▸ REQUIRED WORK:
Below are the records; repeat exactly their lines between the line holding "I am building" and the line holding "For a GIS import: Describe", inclusive, skipping the pictures.
─── RECORDED INFORMATION
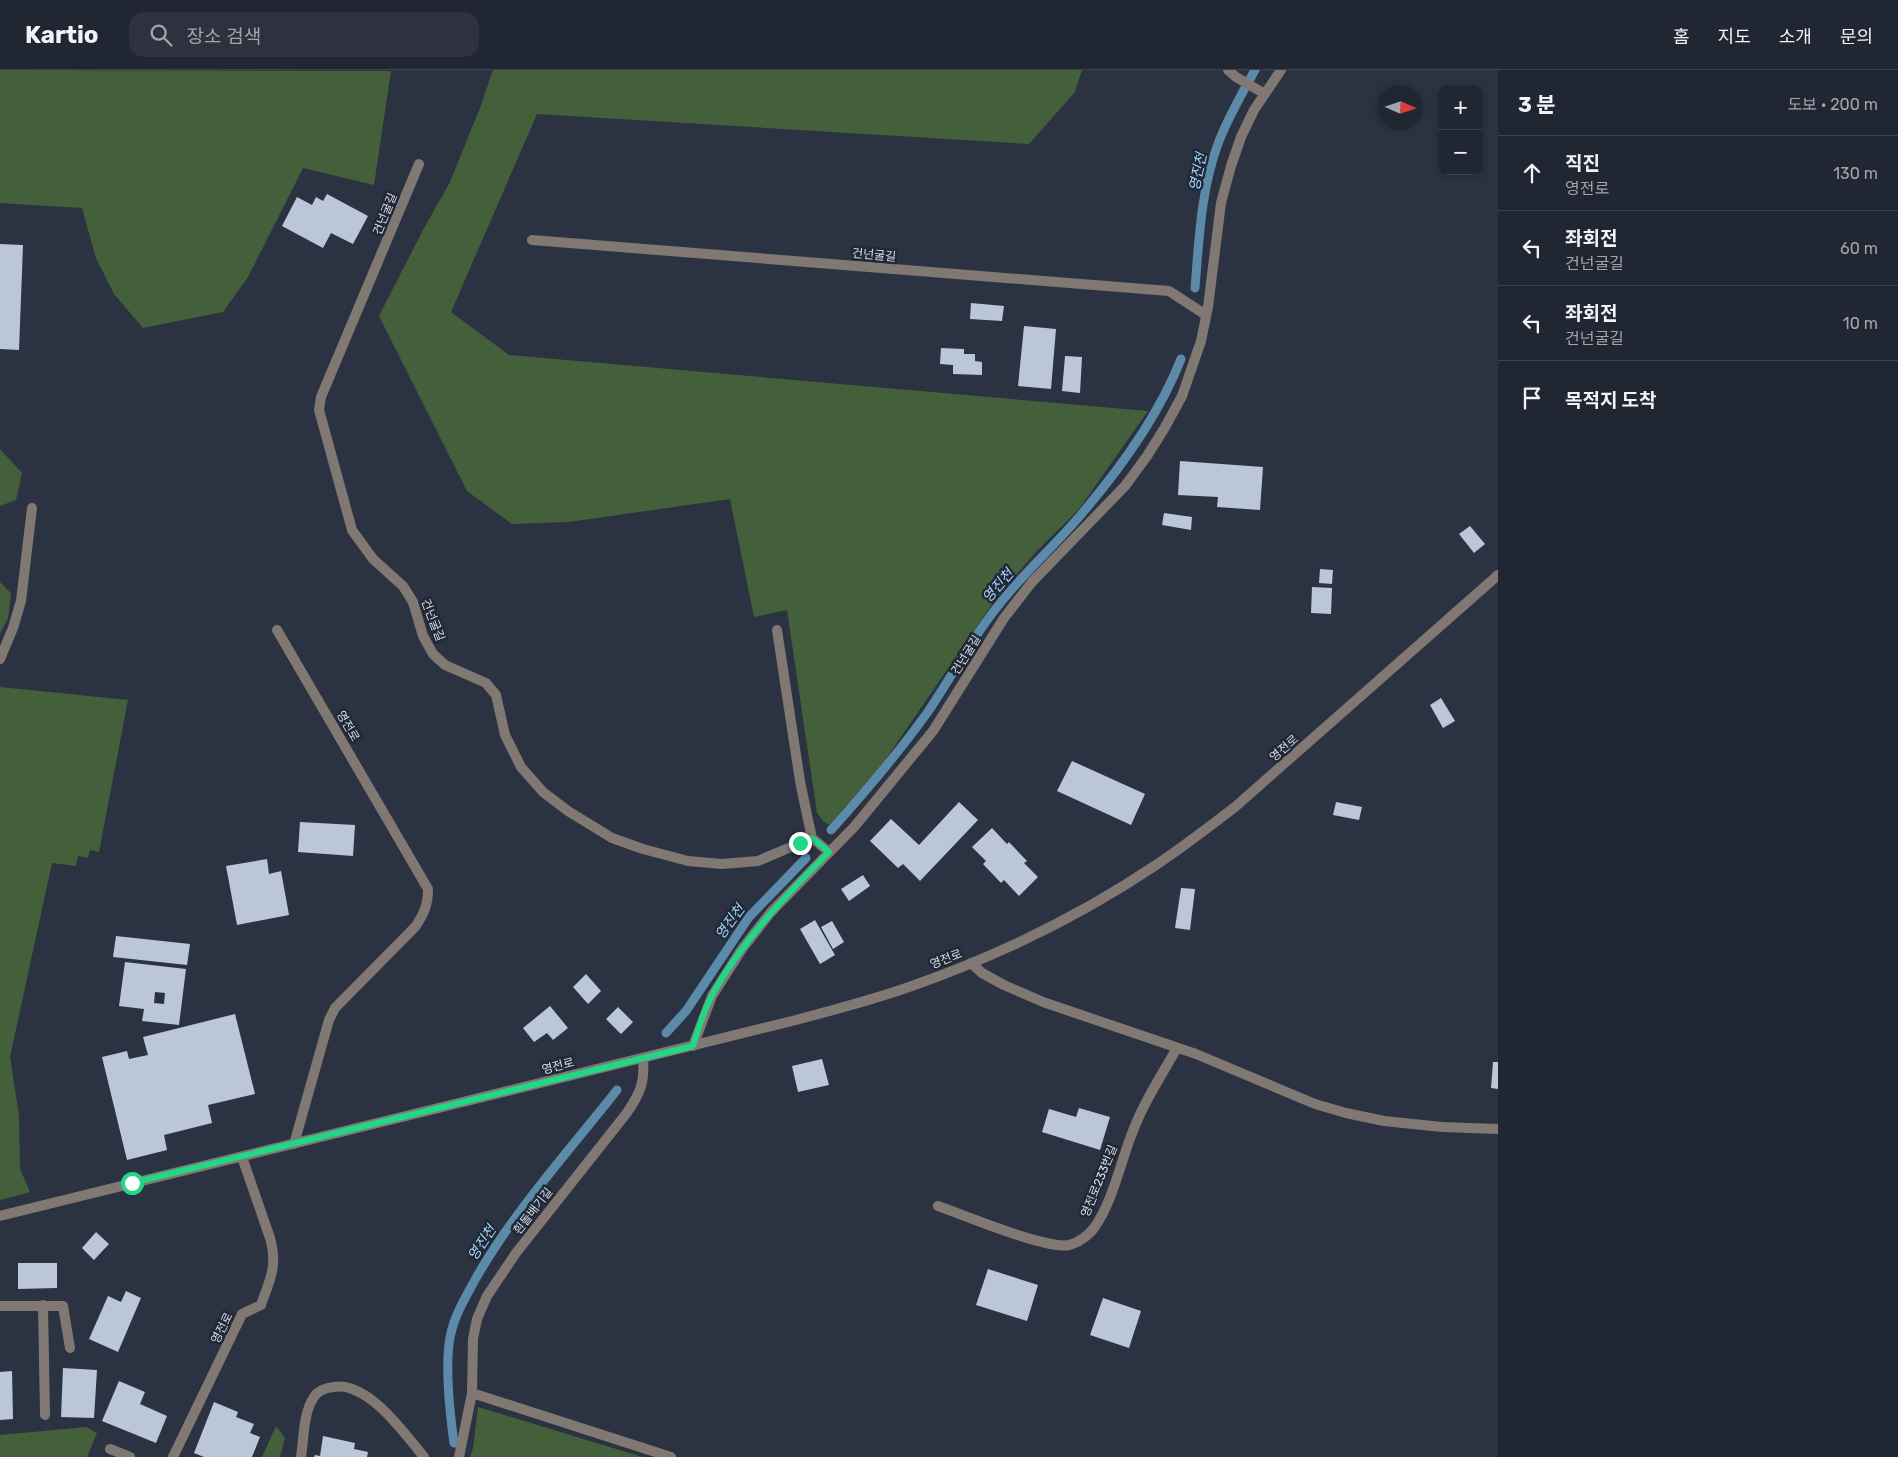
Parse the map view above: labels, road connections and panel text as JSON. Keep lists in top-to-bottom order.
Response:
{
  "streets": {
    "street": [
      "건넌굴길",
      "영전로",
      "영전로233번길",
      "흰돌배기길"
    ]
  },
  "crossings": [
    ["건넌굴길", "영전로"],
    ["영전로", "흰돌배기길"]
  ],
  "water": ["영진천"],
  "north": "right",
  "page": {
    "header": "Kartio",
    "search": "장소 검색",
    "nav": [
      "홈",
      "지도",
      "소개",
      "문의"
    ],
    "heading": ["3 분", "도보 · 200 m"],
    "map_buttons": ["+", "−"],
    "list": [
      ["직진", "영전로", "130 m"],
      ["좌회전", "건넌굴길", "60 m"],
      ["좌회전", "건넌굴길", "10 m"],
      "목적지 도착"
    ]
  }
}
──────
─── RECORDED INFORMATION
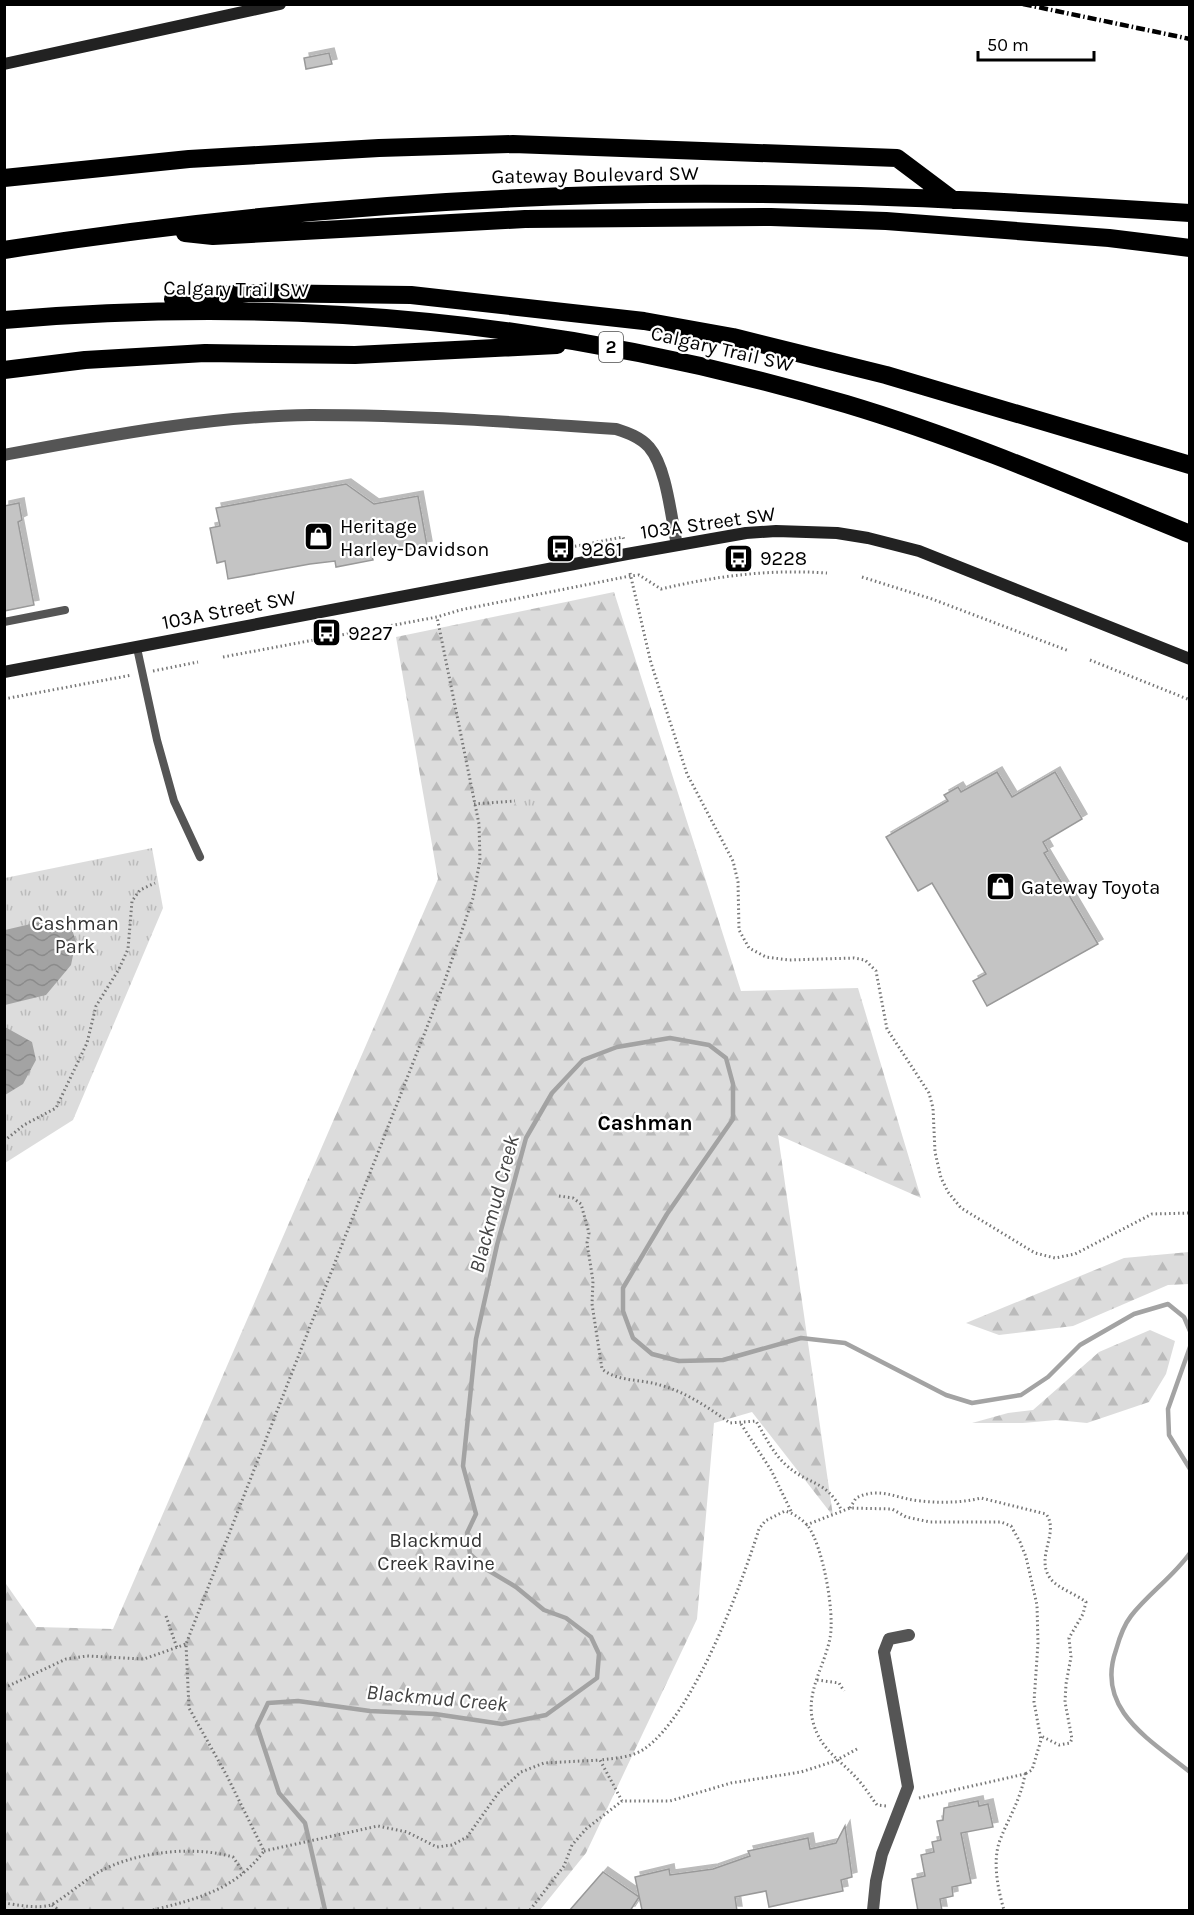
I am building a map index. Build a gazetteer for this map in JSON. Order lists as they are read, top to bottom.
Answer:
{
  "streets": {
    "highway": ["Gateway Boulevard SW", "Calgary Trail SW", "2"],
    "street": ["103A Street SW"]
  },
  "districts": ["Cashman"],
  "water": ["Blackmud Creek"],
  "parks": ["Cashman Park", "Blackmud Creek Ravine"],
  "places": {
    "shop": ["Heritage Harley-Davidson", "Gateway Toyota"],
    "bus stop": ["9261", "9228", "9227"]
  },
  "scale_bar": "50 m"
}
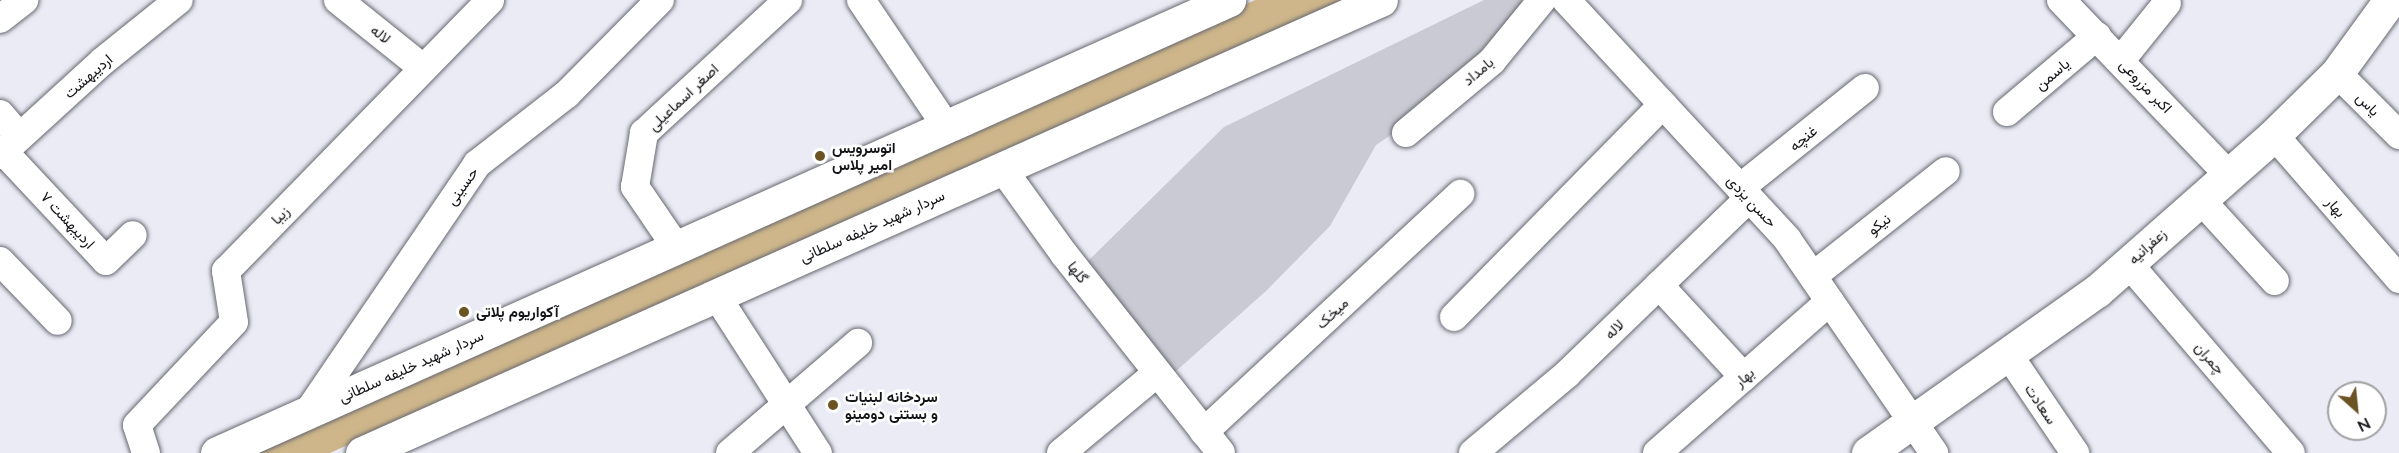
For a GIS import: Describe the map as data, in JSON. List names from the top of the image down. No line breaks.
──────
─── RECORDED INFORMATION
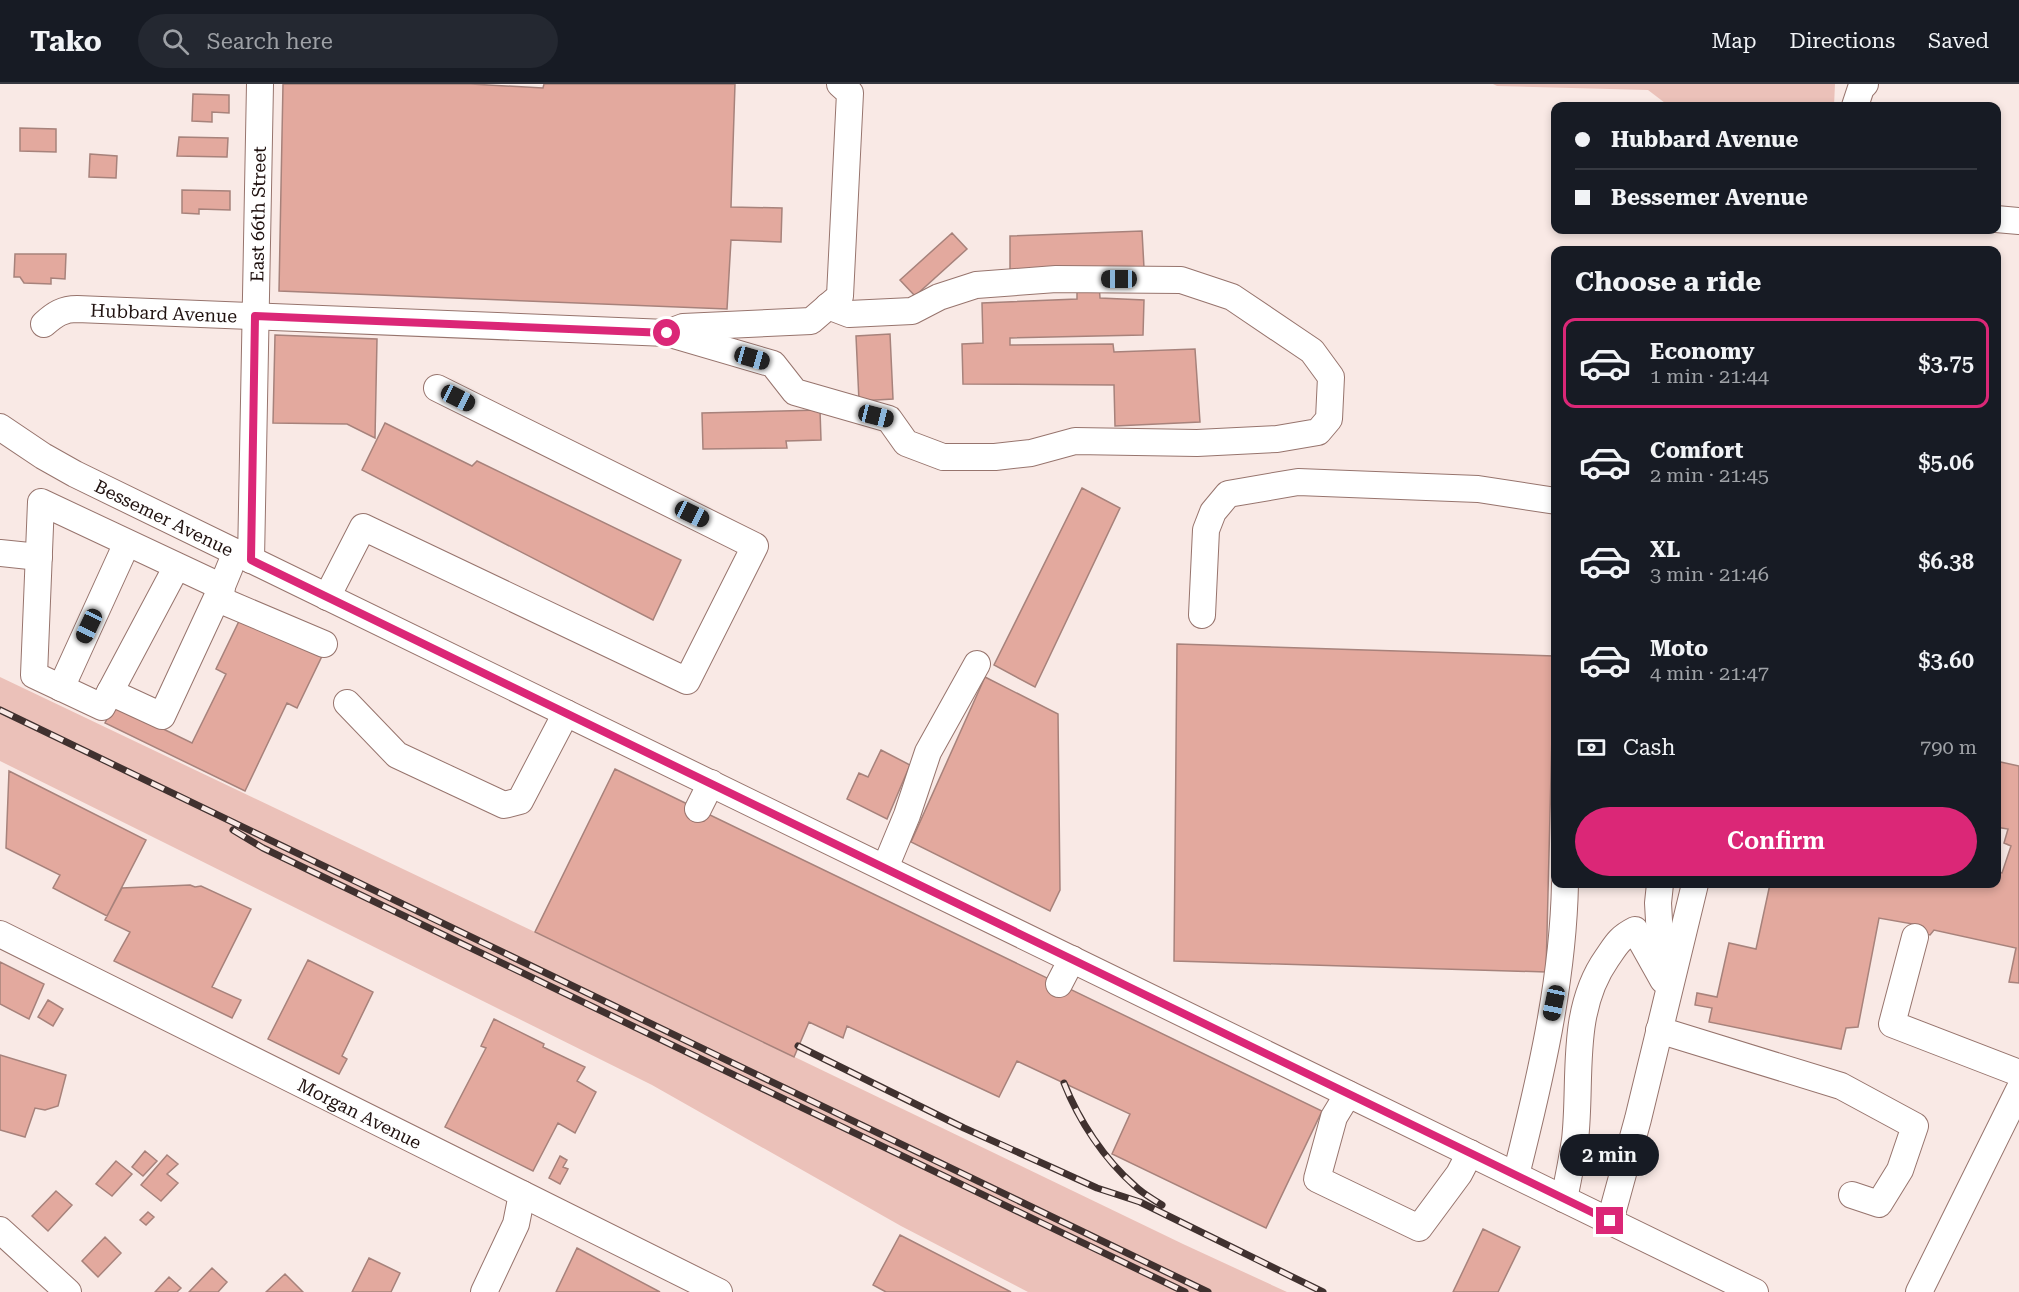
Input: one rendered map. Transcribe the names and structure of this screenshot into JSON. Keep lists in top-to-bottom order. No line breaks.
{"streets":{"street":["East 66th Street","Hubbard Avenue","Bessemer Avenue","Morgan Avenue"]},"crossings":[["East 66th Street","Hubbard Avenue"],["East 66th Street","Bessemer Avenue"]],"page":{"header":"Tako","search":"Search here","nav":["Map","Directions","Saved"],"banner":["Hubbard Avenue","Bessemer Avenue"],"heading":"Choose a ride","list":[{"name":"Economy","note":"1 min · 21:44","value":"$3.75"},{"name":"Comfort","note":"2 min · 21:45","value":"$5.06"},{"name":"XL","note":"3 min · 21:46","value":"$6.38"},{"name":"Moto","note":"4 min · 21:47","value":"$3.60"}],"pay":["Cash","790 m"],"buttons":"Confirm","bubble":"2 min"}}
──────
▸ ANSWER BOX:
I am building a map index. Build a gazetteer for this map in JSON. Order lists as they are read, top to bottom.
Answer:
{
  "streets": {
    "highway": ["Gateway Boulevard SW", "Calgary Trail SW", "2"],
    "street": ["103A Street SW"]
  },
  "districts": ["Cashman"],
  "water": ["Blackmud Creek"],
  "parks": ["Cashman Park", "Blackmud Creek Ravine"],
  "places": {
    "shop": ["Heritage Harley-Davidson", "Gateway Toyota"],
    "bus stop": ["9261", "9228", "9227"]
  },
  "scale_bar": "50 m"
}
For a GIS import: Describe the map as data, in JSON. List names from the top of the image down. No line breaks.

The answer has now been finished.